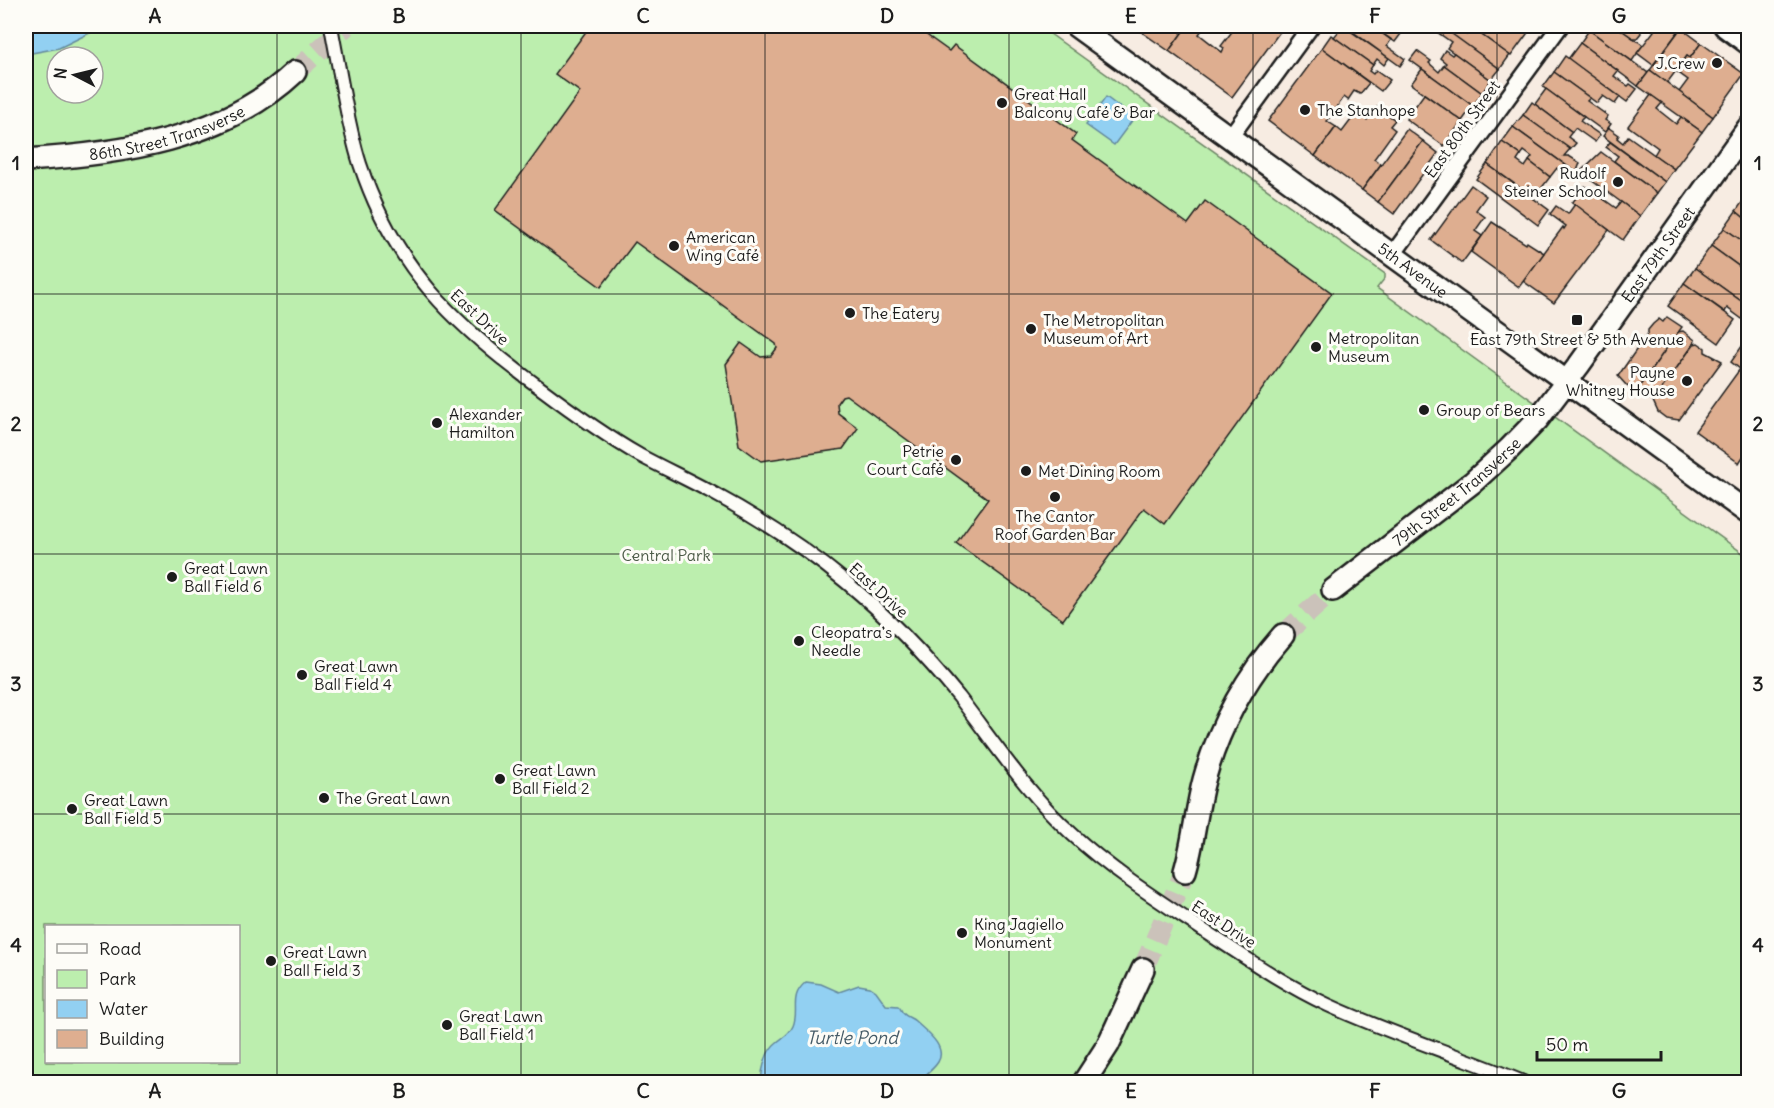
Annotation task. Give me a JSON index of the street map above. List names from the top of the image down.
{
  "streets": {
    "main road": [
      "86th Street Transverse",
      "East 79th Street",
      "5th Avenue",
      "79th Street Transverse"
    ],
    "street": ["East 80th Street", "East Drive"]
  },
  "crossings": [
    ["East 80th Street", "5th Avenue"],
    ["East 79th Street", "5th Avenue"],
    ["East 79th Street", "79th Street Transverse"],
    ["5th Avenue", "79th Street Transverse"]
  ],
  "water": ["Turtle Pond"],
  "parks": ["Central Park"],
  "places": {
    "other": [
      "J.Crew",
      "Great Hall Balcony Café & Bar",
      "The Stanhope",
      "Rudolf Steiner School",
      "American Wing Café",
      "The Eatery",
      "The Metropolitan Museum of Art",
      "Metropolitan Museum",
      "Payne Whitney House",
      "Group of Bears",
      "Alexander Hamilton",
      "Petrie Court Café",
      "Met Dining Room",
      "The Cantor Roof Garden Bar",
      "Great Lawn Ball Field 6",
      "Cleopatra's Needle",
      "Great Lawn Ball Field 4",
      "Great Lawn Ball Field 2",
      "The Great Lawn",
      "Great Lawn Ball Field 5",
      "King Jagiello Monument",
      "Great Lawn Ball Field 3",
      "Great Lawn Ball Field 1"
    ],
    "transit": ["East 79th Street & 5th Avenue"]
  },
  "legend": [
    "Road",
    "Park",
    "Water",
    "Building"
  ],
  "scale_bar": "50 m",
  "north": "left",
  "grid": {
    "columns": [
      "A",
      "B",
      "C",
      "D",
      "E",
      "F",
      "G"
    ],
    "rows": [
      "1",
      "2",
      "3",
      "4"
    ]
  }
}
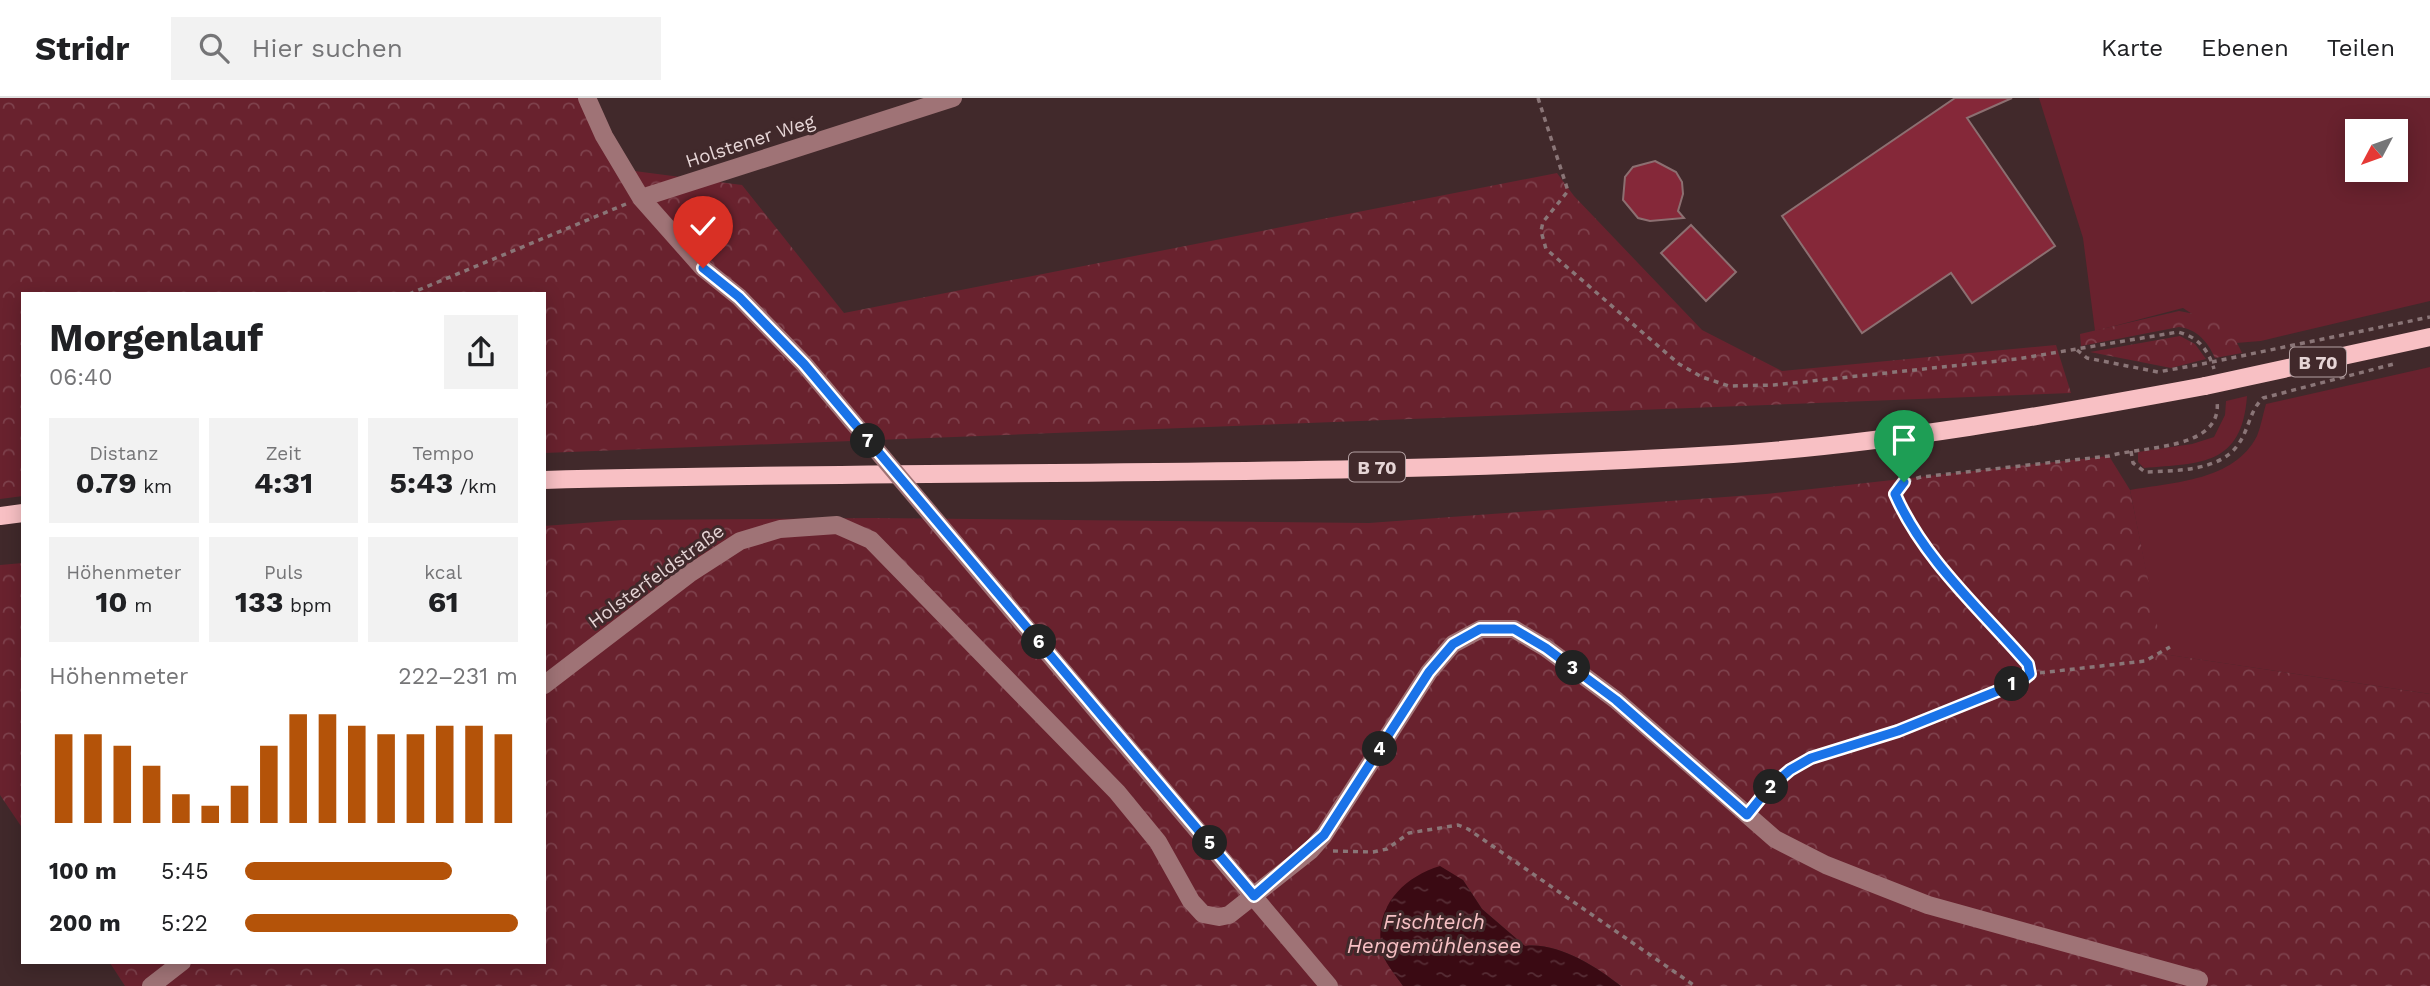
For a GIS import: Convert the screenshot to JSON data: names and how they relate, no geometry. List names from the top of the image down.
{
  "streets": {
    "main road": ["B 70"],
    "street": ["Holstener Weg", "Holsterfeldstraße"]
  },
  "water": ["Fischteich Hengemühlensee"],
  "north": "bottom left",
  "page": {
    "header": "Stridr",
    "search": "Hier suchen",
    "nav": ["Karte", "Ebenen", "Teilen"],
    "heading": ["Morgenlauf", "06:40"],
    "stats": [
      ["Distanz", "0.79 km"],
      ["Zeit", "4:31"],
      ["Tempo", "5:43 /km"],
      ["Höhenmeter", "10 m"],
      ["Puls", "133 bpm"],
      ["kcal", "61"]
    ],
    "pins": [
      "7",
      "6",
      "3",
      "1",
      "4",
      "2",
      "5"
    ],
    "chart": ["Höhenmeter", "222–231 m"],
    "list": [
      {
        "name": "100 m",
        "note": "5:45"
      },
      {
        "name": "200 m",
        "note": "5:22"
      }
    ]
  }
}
◆ ◆ ◆ ◆ ◆
TASK OBJECTIVE: The entries should be printed again exactly as written, leaving all pictures out.

RESPONSE TO THIS EXERCISE:
Annotation task. Give me a JSON index of the street map above. List names from the top of the image down.
{
  "streets": {
    "main road": [
      "86th Street Transverse",
      "East 79th Street",
      "5th Avenue",
      "79th Street Transverse"
    ],
    "street": ["East 80th Street", "East Drive"]
  },
  "crossings": [
    ["East 80th Street", "5th Avenue"],
    ["East 79th Street", "5th Avenue"],
    ["East 79th Street", "79th Street Transverse"],
    ["5th Avenue", "79th Street Transverse"]
  ],
  "water": ["Turtle Pond"],
  "parks": ["Central Park"],
  "places": {
    "other": [
      "J.Crew",
      "Great Hall Balcony Café & Bar",
      "The Stanhope",
      "Rudolf Steiner School",
      "American Wing Café",
      "The Eatery",
      "The Metropolitan Museum of Art",
      "Metropolitan Museum",
      "Payne Whitney House",
      "Group of Bears",
      "Alexander Hamilton",
      "Petrie Court Café",
      "Met Dining Room",
      "The Cantor Roof Garden Bar",
      "Great Lawn Ball Field 6",
      "Cleopatra's Needle",
      "Great Lawn Ball Field 4",
      "Great Lawn Ball Field 2",
      "The Great Lawn",
      "Great Lawn Ball Field 5",
      "King Jagiello Monument",
      "Great Lawn Ball Field 3",
      "Great Lawn Ball Field 1"
    ],
    "transit": ["East 79th Street & 5th Avenue"]
  },
  "legend": [
    "Road",
    "Park",
    "Water",
    "Building"
  ],
  "scale_bar": "50 m",
  "north": "left",
  "grid": {
    "columns": [
      "A",
      "B",
      "C",
      "D",
      "E",
      "F",
      "G"
    ],
    "rows": [
      "1",
      "2",
      "3",
      "4"
    ]
  }
}
For a GIS import: Convert the screenshot to JSON data: names and how they relate, no geometry. List names from the top of the image down.
{
  "streets": {
    "main road": ["B 70"],
    "street": ["Holstener Weg", "Holsterfeldstraße"]
  },
  "water": ["Fischteich Hengemühlensee"],
  "north": "bottom left",
  "page": {
    "header": "Stridr",
    "search": "Hier suchen",
    "nav": ["Karte", "Ebenen", "Teilen"],
    "heading": ["Morgenlauf", "06:40"],
    "stats": [
      ["Distanz", "0.79 km"],
      ["Zeit", "4:31"],
      ["Tempo", "5:43 /km"],
      ["Höhenmeter", "10 m"],
      ["Puls", "133 bpm"],
      ["kcal", "61"]
    ],
    "pins": [
      "7",
      "6",
      "3",
      "1",
      "4",
      "2",
      "5"
    ],
    "chart": ["Höhenmeter", "222–231 m"],
    "list": [
      {
        "name": "100 m",
        "note": "5:45"
      },
      {
        "name": "200 m",
        "note": "5:22"
      }
    ]
  }
}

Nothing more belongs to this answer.